The steward, whose green visage showed that he was too ill to enter into a dispute at that time, turned on his heel and walked aft, remarking that they might eat the bottom out o’ the ship, for all he cared.
“There now, you misbemannered Patlander, go and get it, or we’ll throw you overboard,” cried Scroggles, twisting his long limbs awkwardly as he shifted his position on the windlass.
“Now, then, shipmates, don’t go for to ax it,” said Briant, remaining immovable. “Don’t I know wot’s best for ye? Let me spaake to ye now. Did any of ye iver study midsin?”
“No!” cried several with a laugh.
“Sure I thought not,” continued Phil, with a patronising air, “or ye’d niver ask for the bread—kid out o’ saisin. Now I was in the medical way meself wance—ay, ye may laugh, but it’s thrue—I wos ’prentice to a ’pothecary, an’ I’ve mixed up more midsins than would pisen the whole popilation of owld Ireland—barrin’ the praists, av coorse. And didn’t I hear the convarse o’ all the doctors in the place? And wasn’t the word always—‘Be rigglar with yer mails—don’t ait, avic, more nor three times a day, and not too much, now. Be sparin’.’”

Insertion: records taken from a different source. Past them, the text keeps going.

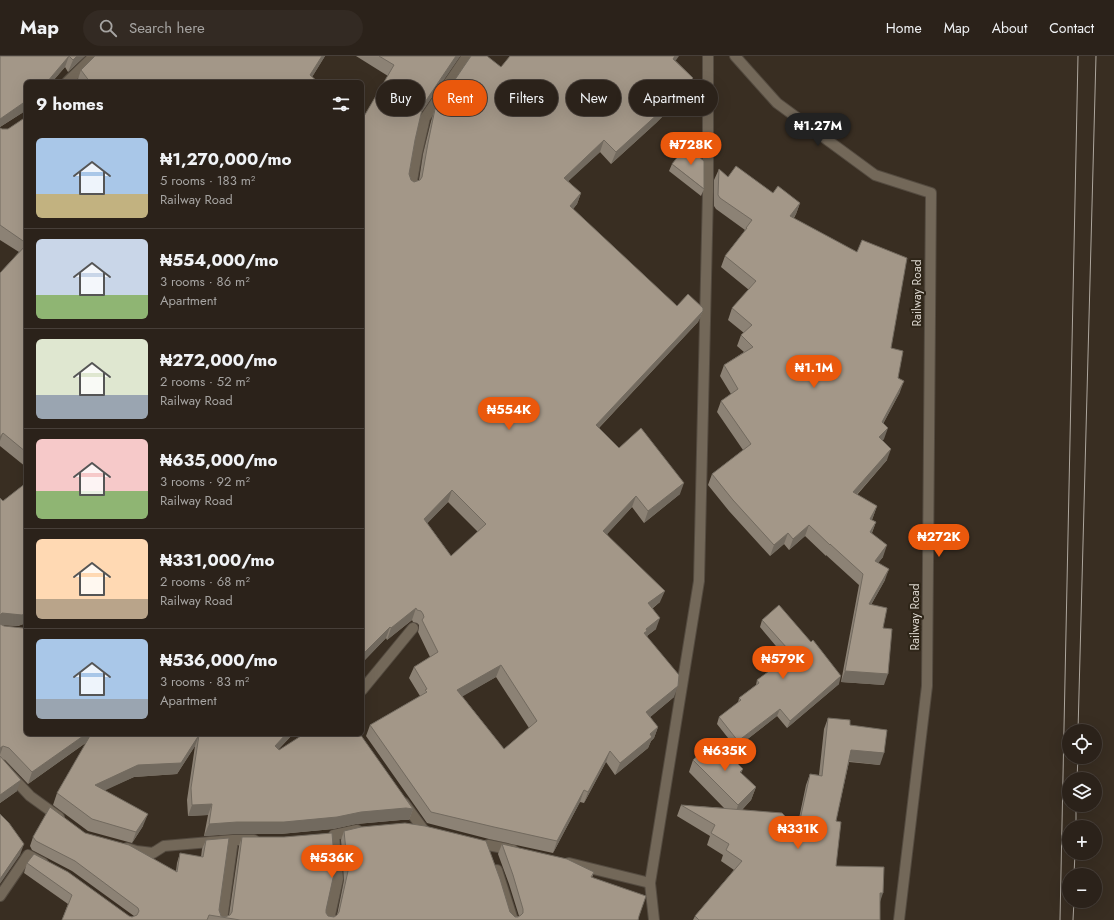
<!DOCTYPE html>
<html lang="en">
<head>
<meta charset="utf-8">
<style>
	:root { --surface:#2b221a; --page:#332a23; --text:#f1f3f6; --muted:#a6a4a2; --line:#473f39; --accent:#ea580c }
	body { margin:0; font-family:Jost,sans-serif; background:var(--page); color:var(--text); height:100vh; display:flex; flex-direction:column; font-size:15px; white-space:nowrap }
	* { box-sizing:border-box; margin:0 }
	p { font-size:13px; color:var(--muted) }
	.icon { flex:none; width:22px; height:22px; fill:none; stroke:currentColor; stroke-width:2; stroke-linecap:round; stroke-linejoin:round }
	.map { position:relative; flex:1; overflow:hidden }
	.drawer { position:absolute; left:24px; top:24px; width:340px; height:656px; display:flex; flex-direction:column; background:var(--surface); border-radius:6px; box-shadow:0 4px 16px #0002,0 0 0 1px var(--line) }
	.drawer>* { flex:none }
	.guide { position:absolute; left:376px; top:24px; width:380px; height:36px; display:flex; gap:8px }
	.fabs { position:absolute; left:1062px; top:668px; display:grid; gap:8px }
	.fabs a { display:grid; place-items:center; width:40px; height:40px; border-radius:50%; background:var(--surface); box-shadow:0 4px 16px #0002,0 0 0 1px var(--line); font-size:20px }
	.price { position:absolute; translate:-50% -34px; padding:0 9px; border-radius:14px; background:var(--accent); color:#fff; font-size:13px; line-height:26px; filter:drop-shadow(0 1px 2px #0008) }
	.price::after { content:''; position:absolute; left:50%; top:24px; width:12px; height:9px; margin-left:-6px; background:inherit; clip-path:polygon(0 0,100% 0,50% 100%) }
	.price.on { background:#222; color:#fff }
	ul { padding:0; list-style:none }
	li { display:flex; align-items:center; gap:12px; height:100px; padding:0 12px }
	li+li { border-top:1px solid var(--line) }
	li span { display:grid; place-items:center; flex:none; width:112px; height:80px; border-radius:6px; color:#555 }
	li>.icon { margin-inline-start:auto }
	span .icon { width:48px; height:48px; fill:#fffc; stroke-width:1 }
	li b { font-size:17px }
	h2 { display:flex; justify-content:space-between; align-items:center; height:48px; padding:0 12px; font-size:17px }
	.chip { padding:0 14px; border-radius:18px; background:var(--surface); box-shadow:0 4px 16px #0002,0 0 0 1px var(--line); font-size:14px; line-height:36px }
	.chip.on { background:var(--accent); color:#fff }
	header { display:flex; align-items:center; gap:24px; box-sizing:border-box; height:56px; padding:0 20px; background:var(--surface); border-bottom:1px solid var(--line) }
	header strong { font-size:19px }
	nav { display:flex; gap:22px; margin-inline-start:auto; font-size:14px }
	.search { width:280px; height:36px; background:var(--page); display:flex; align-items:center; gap:10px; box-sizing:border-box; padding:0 14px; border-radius:22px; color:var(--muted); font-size:15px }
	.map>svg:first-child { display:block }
</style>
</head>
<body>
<header>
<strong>Map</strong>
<div class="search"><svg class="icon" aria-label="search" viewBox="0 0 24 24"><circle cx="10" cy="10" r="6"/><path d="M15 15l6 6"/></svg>Search here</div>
<nav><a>Home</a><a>Map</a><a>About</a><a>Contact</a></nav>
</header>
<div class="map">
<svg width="1114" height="864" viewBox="0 0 1114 864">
	<rect width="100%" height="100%" fill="#392e22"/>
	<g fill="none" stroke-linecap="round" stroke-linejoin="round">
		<defs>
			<path id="minor" d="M735 0 777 47 875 119 931 137 927 630 899 864
				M67 26 94 0
				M411 131 417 97 425 62 467 0
				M362 634 413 572
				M0 708 30 740 59 761
				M404 747 423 773
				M488 789 513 794
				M127 792 136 795 153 797 164 790 233 784H254
				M569 807 650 827
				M497 814 513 864
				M0 840 28 799 43 807
				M222 864 233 784
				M329 864 338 823 334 779 357 774"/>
			<path id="tertiary" d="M654 864 650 827 699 525 708 136V0"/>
		</defs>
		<!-- minor casing -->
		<use href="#minor" stroke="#544b40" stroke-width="12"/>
		<!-- tertiary casing -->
		<use href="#tertiary" stroke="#544b40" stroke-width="12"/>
		<!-- minor -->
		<use href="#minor" stroke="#736859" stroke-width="10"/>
		<!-- tertiary -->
		<use href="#tertiary" stroke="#736859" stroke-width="10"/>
		<!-- tram -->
		<path stroke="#ada69d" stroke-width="1" d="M1078 675 1096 0
			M1077 723 1078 701
			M1076 771V749
			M1074 819 1075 797
			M1060 864 1078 0
			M1073 864 1074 845"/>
	</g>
	<!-- wall -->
	<path fill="#8c8275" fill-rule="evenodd" d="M0 0H85L68 16 65 11 52 26H26L22 57 0 71Z
		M95 0H325L312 21 318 26H77L81 14Z
		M356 0H460L421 57 415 84 409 118 411 124 414 126 419 124 423 98 431 65 435 53 501 11 676 5 693 22 689 34 656 67 611 108 600 96 568 125 581 137 577 148 573 153 677 250 703 255 698 266 599 372 619 392 680 438 644 467 632 451 607 478 660 546 653 552 656 573 647 580 674 641 650 661 658 671 654 682 651 685 648 692 615 719 606 706 584 747 580 746 553 797 489 783 427 767 366 680 370 669 420 640 409 622 414 611 430 601 418 576 419 572V569L417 567 413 566 412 564 387 584 386 582 362 607V61L363 62 388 20ZM448 446 478 476 451 500 427 467ZM496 621 529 672 504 693 462 640Z
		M26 61V411L0 390V217L19 196 0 184V72L2 73H8Z
		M672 108 704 133 701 140 669 115Z
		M719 113 728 121 800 147 796 158 794 162 891 292 900 336 883 368 884 383 882 384 887 404 857 439 877 450 872 464 876 466 872 477 883 501 878 507 885 524 871 549 883 572 884 629 841 626 859 529 826 499V500L805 480 789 494 784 488 770 500 729 455 708 429 712 418 743 394 717 356 721 345 731 338 720 320 724 309 744 296 737 290 741 279 744 277 728 264 732 252 749 234 721 211 725 200 744 176 745 174 716 153 714 150V124Z
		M26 427V567L18 570 2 569 293 678 278 694 413 753 409 764H401L356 768 333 773 280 778H233L204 780 208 759 188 760 187 744 195 690 177 718 134 721 104 734 143 770 132 787 88 775 53 749 57 737 87 686 28 728 5 704 2 703 17 735 0 747V442L3 445Z
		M762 564 839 628 787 672 777 660 736 692 717 668 719 661 738 647 739 642 756 629 757 624 771 614 769 611 772 604 781 596 760 571Z
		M828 662 850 669 880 709 849 706 836 765V810L880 847V864H693L695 860 734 814 721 805 723 799 707 789 710 780 677 760 681 749 724 752 689 716 693 704 743 713 741 717 756 731 751 744 742 754 797 772 806 729 810 718 819 719 824 673Z
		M344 775 510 856 515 861 519 860 509 828 498 798 502 788 594 816 592 822 639 860 638 864H62L68 848 24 817 27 807 129 860 132 861 134 860 72 815 32 794 30 790 33 781 85 777 176 815 177 807 180 797 201 801 202 793 206 784 219 854 221 860 225 861 229 859 239 790 242 781 326 854V857L328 860 334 861 337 859 344 824 341 784Z"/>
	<!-- shaded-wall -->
	<path fill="#726a5f" d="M69 0 65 11 52 26H47Z
		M77 0H85L68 16 73 4Z
		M322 0H325L309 26 310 19Z
		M456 0H460L419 60 423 49Z
		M675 0H679L669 14 673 3Z
		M693 22 689 34 656 67 611 108 616 96Z
		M26 45V56L22 57 0 71V63Z
		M604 84 600 96 560 133 564 122Z
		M581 137 577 148 566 162 570 150Z
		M800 147 796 158 786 171 790 160Z
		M703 255 698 266 591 380 596 369Z
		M904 325 900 336 878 377 882 366Z
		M888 372 884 383 875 392 879 381Z
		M3 377 0 385V381Z
		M891 393 887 404 849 447 853 436Z
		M684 427 680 438 644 467 648 455Z
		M452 434 448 446 420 475 424 463Z
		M636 440 632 451 599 487 603 475Z
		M877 450 873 461 866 474 870 463Z
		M876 466 871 478 870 476Z
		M809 469 805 480 789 494 793 483Z
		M788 477 784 488 770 500 774 489Z
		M887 489 883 501 871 516 875 505Z
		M889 513 885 524 865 559 869 548Z
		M665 535 660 546 644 558 648 547Z
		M416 552 412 564 387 584 391 572Z
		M2 557H26V567L18 570 0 569V559Z
		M660 562 656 573 644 582 643 586 646 573Z
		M390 571 386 582 362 607V599Z
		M501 609 496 621 453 646 457 634Z
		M845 615 888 618 884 629 841 626Z
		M841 620 839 628 787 672 790 665Z
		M678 630 674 641 642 668 646 656Z
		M780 653 777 660 736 692 738 685Z
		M658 671 654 682 651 685 648 692 615 719 620 707Z
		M86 678H93L91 683 28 728 32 716Z
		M286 678H293L271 701 275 690Z
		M199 679 195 690 177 718 134 721 91 741 95 729Z
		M3 690 0 699V692Z
		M851 694 884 697 880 709 847 705Z
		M610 695 606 706 584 747 588 736Z
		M21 724 17 735 0 747V739Z
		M756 731 751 744 734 762 738 749Z
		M584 734 580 746 553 797 557 785Z
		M212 748 208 759 188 760 192 749Z
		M406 752 413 753 409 764H401L356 768 333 773 280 778H233L204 780 209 768Z
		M148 758 143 770 132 787 136 776Z
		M24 788 20 799 0 828V823Z
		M880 837H883L879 849Z"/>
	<!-- building -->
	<path fill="#a39788" stroke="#726a5f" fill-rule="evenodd" d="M0 0H69L47 26H26V45L0 63Z
		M69 0H77L73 4Z
		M95 0H322L310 19 318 26H90L81 14Z
		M379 0H456L423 49 415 84 409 118 411 124 414 126 420 124 422 121 428 87 435 53 471 0H487L501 11 510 0H675L673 3 693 22 660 56 616 96 604 84 564 122 581 137 570 150 677 250 688 238 703 252V255L596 369 619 392 641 372 684 427 648 455 636 440 603 475 665 535 648 547 660 562 646 573 647 575 644 577 679 619 678 630 646 656 658 671 650 678 652 681 620 707 610 695 588 736 584 734 557 785 494 771 431 756 370 669 427 636 425 634 427 633 414 611 438 596 422 564 424 561 423 558 421 555 417 554 416 552 391 572 390 571 362 599V61L363 62 394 9ZM452 434 486 468 451 500 424 463ZM501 609 537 665 504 693 457 634Z
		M26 61V187L0 169V72L2 73H8Z
		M686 90 704 105V133L672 108Z
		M736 110 773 137 778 130 800 147 790 160 857 196 862 184 907 202 891 292 903 295 898 322 904 325 882 366 888 372 879 381 891 393 853 436 877 450 870 463 876 466 870 476 887 489 875 505 889 513 869 548 887 552 883 572 892 573 888 618 845 615 863 518 830 488V489L809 469 793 483 788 477 774 489 733 444 712 418 751 388 721 345 738 333 724 309 753 291 741 279 752 269 732 252 756 225 725 200 747 172H746L752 164 720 142 718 139 719 113 728 121Z
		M26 189V396L3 377 0 381V217Z
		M26 427V557L22 559 2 557 0 559V442L3 445Z
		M779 549 811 586 813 584 841 620 790 665 780 653 738 685 719 661 741 644 739 642 759 627 757 624 776 610 772 604 787 592 762 564Z
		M0 568 4 570 23 572 26 571V678H86L32 716 9 692 3 690 0 692Z
		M828 662 850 664V669L887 674 884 697 851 694 836 765 841 766 836 810 884 811 883 837H880V864H699L695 860 742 805 726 794 729 788 711 777 715 769 681 749 782 757 798 773 810 718 822 720Z
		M91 678H286L275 690 279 694 304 678H360L413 753 406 752 361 756 337 761 284 766H237L209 768 212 748 192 749 191 732 199 679 181 707 138 709 95 729 148 758 136 776 92 763 57 737Z
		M714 684 743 713 740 716 756 731 738 749 693 704Z
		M0 700 21 724 0 739Z
		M50 751 85 777 129 789 177 816 180 797 203 801 206 784 229 782 219 854 221 860 225 861 230 859 232 856 242 781H284L332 777 335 813 326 854V857L328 860 334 861 337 859 339 856 348 815 344 775 361 771 405 767 425 770 486 785 500 823 510 856 515 861H518L521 859 523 857V853L513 819 502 788 567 803 594 816 591 821 646 840 639 860 638 864H240L209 859 207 864H62L72 839 27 807 34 798 68 816 129 860 132 861 137 859 139 855 138 852 75 805 36 785 33 781Z
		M0 758 9 767 24 788 0 823Z"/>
	<g text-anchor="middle" stroke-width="4" stroke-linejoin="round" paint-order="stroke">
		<!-- street labels -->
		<g font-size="12" fill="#d8d2ca" stroke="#2e2518">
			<text transform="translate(917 237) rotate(-90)" y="4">Railway Road</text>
			<text transform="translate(915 561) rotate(-90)" y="4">Railway Road</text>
		</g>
	</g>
</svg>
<div class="fabs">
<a><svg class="icon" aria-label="locate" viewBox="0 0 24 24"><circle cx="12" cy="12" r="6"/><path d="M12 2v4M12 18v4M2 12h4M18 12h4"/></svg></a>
<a><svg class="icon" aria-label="layers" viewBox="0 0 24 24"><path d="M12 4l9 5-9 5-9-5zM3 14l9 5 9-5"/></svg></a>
<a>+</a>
<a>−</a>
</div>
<b class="price on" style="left:818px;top:91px">₦1.27M</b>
<b class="price" style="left:691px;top:110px">₦728K</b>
<b class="price" style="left:814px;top:333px">₦1.1M</b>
<b class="price" style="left:509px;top:375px">₦554K</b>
<b class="price" style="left:939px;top:502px">₦272K</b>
<b class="price" style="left:783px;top:624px">₦579K</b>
<b class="price" style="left:725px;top:716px">₦635K</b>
<b class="price" style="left:798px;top:794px">₦331K</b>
<b class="price" style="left:332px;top:823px">₦536K</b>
<div class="guide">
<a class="chip">Buy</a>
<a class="chip on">Rent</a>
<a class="chip">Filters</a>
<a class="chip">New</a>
<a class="chip">Apartment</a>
</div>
<section class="drawer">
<h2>9 homes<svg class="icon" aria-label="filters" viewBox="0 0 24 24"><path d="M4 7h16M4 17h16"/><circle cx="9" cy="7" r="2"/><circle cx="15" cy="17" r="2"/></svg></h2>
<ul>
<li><span style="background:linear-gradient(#a9c7e8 70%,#c2b280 0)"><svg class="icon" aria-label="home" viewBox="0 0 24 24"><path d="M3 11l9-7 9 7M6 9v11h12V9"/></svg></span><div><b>₦1,270,000/mo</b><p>5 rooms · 183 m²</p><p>Railway Road</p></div></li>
<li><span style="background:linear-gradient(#c9d6e8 70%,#8fb573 0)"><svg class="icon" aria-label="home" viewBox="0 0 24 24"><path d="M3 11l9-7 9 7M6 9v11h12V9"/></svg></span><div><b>₦554,000/mo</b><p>3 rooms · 86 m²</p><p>Apartment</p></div></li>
<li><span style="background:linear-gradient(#dfe7d0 70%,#9aa5b1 0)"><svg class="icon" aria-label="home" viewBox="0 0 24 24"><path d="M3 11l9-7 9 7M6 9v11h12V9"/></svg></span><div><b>₦272,000/mo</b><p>2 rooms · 52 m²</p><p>Railway Road</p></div></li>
<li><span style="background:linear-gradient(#f6c9c9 65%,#8fb573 0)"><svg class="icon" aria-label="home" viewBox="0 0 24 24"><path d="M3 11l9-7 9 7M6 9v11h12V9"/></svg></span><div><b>₦635,000/mo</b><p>3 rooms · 92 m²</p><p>Railway Road</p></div></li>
<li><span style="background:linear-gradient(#ffd9b3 75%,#b9a48a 0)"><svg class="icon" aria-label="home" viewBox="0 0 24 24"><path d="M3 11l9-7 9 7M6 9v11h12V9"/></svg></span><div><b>₦331,000/mo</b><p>2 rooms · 68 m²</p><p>Railway Road</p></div></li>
<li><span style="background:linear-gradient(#a9c7e8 75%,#9aa5b1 0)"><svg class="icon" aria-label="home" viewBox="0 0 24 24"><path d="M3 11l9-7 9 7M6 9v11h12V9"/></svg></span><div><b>₦536,000/mo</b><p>3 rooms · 83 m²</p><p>Apartment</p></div></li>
</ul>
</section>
</div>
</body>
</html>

“Hah! ye long-winded grampus,” interrupted Dick Barnes, impatiently. “An’ warn’t the doctors right? Three times a day for sick folk, and six times—or more—for them wot’s well.”
“Hear, hear!” cried the others, while two of them seized Briant by the neck, and thrust him forcibly towards the after-hatch. “Bring up the kid, now; an’ if ye come without it, look out for squalls.”
“Och! worse luck,” sighed the misused assistant, as he disappeared.
In a few minutes Phil returned with the kid, which was a species of tray filled with broken sea-biscuit, which, when afloat, goes by the name of “bread.”